What needs to be done: Going line by line through the material below, tally those that contain the word "white" and give the count by itself.
((
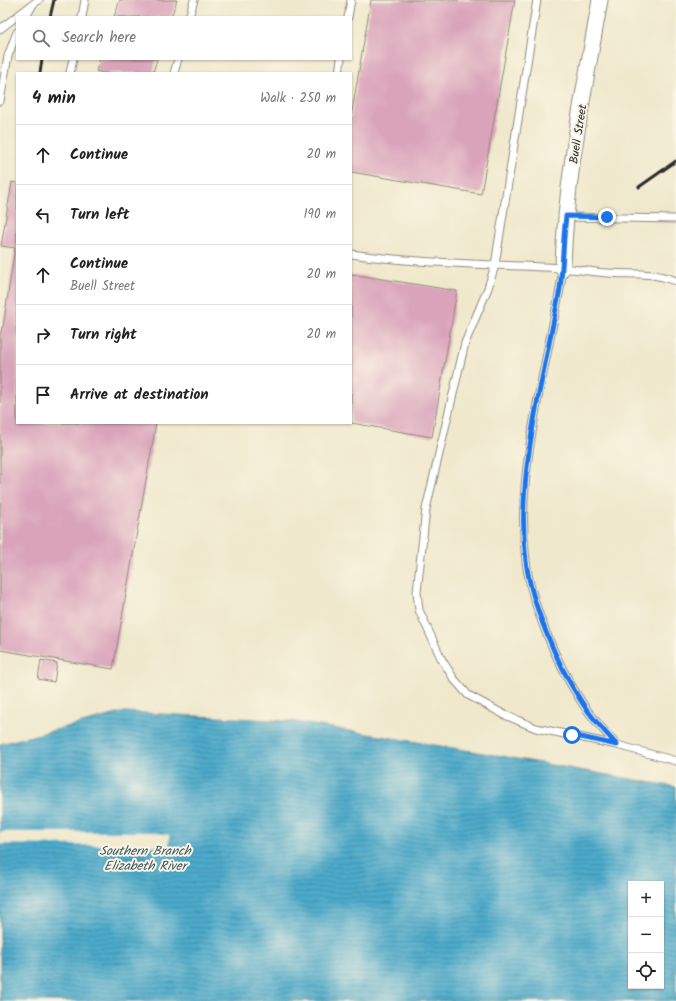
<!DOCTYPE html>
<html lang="en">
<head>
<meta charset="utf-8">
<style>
	body { margin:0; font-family:Kalam,sans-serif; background:#f6f6f6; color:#222 }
	.controls { position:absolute; right:12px; bottom:12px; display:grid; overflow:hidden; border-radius:0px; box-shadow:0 1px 3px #0004 }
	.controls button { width:36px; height:36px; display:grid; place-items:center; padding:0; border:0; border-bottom:1px solid #e0e0e0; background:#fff; color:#222; font:20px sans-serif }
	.stop { position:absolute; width:12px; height:12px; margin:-9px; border:3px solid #1a73e8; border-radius:50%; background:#fff }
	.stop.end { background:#1a73e8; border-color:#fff; box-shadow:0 1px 4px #0008 }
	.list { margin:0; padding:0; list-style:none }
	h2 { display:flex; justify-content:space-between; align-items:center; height:52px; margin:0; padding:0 16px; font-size:17px }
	h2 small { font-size:13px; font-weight:400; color:#767676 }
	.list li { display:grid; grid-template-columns:26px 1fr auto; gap:12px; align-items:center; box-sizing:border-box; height:60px; padding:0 16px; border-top:1px solid #e0e0e0 }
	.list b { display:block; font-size:15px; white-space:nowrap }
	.list p { margin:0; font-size:13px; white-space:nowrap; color:#767676 }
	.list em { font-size:13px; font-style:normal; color:#767676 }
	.icon { flex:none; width:22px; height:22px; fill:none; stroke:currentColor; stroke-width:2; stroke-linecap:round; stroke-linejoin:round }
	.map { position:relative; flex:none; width:676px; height:1001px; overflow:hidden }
	.search { position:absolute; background:#fff; box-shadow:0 1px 3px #0004; left:16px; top:16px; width:336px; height:44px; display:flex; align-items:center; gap:10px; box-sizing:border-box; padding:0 14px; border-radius:0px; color:#767676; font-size:15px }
	.panel { position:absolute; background:#fff; box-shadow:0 1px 3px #0004; left:16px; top:72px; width:336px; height:352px; border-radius:0px }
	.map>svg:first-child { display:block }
</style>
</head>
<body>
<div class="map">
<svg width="676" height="1001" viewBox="0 0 676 1001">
	<defs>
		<pattern id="water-rules" width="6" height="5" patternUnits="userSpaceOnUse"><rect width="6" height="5" fill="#4daacb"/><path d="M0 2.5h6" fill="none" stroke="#408ba5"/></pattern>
	</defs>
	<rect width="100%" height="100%" fill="#fcf5e5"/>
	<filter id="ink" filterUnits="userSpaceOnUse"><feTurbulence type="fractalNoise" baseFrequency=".025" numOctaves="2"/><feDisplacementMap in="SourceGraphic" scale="8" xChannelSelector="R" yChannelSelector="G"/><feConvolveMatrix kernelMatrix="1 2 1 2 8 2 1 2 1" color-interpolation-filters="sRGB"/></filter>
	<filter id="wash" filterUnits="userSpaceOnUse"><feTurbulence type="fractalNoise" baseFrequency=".012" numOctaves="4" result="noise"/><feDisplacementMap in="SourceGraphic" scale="16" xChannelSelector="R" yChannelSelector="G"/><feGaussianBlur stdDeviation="0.9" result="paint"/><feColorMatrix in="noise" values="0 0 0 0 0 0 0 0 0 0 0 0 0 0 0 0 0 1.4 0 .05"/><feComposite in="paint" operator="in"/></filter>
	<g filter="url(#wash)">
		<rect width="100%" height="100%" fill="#efe8cc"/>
		<!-- water -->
		<path fill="url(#water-rules)" stroke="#3c6a7b" fill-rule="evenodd" d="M125,712L290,721L501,756L676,787V1001H0V744ZM631,884H661V986H631Z"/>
		<!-- pier -->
		<path fill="#efe8cc" d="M0,832H152L169,835V846L0,844Z"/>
		<g id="blocks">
			<!-- building -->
			<path fill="#d9a3ba" d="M120,0H177L171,17H114Z
				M371,0H515L481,194L351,172V117Z
				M100,59H157L153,73H103L96,71Z
				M12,182L17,183V423H156L113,669L0,650V336L2,327H3L15,248L1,246Z
				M351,274L457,291L432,437L351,423Z
				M41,660L57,663L54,682L38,679Z"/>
		</g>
	</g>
	<g filter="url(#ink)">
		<use href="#blocks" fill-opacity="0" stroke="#8d8a7c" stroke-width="1"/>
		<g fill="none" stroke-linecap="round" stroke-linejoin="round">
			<defs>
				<path id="service" d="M537,0L495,265L488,288L465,343L426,509L417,592L419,610L441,658L454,679L468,695L505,715L536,728L617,745L676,761
					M26,17L33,4L39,0
					M82,17L85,0
					M189,17L194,0
					M348,17L351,0
					M0,29L33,4
					M70,73L73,59
					M174,73L178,59
					M339,73L341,59
					M0,101L8,56L17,32
					M566,217L676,219
					M351,254C420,264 491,264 561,268C577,269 592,272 607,273C632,275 651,271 676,281
					M563,268L560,289C553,325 545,362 538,398C528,452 519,506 526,561C531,604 557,664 581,701C591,717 604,731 617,745"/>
				<path id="minor" d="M563,268C565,179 585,88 600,0"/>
			</defs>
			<!-- service casing -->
			<use href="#service" stroke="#8d8a7c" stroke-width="9"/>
			<!-- minor casing -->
			<use href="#minor" stroke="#8d8a7c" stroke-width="17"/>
			<!-- service -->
			<use href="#service" stroke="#fff" stroke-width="7"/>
			<!-- minor -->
			<use href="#minor" stroke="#fff" stroke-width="15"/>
			<!-- rail -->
			<path stroke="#2b2b2b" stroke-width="3" d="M50,17L54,0
				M40,73L42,59
				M639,187L676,161"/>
		</g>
	</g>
	<g fill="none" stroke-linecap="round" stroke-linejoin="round" filter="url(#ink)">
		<!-- route -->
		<path stroke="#1a73e8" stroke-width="5" d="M572,735L617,745C604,731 591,717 581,701C557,664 531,603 526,561C519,506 528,452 538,398C545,362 553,325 560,289C563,265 563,240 566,216L607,217"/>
	</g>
	<g text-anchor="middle" stroke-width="4" stroke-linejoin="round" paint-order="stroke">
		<!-- street labels -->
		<g font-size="12" fill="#2b2b2b" stroke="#fcf5e5">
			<text transform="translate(578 134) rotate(-81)" y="4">Buell Street</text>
		</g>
		<!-- water labels -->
		<g font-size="13" font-style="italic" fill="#375763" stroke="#fcf5e5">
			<text x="145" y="855">Southern Branch<tspan x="145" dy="15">Elizabeth River</tspan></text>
		</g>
	</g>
</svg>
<div class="controls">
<button>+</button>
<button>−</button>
<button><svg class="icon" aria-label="locate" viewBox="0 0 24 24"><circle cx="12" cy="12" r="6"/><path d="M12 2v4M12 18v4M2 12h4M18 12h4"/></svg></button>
</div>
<div class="stop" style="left:572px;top:735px"></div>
<div class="stop end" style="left:607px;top:217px"></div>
<div class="search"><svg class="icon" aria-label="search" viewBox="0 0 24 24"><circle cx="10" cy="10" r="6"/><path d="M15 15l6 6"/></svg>Search here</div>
<section class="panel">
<h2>4 min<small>Walk · 250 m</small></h2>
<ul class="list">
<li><svg class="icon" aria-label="ahead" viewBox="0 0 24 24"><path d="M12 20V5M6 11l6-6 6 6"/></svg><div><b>Continue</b></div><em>20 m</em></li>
<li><svg class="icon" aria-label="left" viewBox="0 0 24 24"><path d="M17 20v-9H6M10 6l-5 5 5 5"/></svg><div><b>Turn left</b></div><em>190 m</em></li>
<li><svg class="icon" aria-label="ahead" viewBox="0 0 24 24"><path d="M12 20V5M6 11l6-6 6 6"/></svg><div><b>Continue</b><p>Buell Street</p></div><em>20 m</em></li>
<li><svg class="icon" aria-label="right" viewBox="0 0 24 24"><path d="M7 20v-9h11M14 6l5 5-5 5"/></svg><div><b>Turn right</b></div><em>20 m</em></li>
<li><svg class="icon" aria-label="arrive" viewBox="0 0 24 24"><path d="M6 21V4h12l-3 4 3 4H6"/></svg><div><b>Arrive at destination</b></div></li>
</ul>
</section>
</div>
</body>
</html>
))
Task output: 2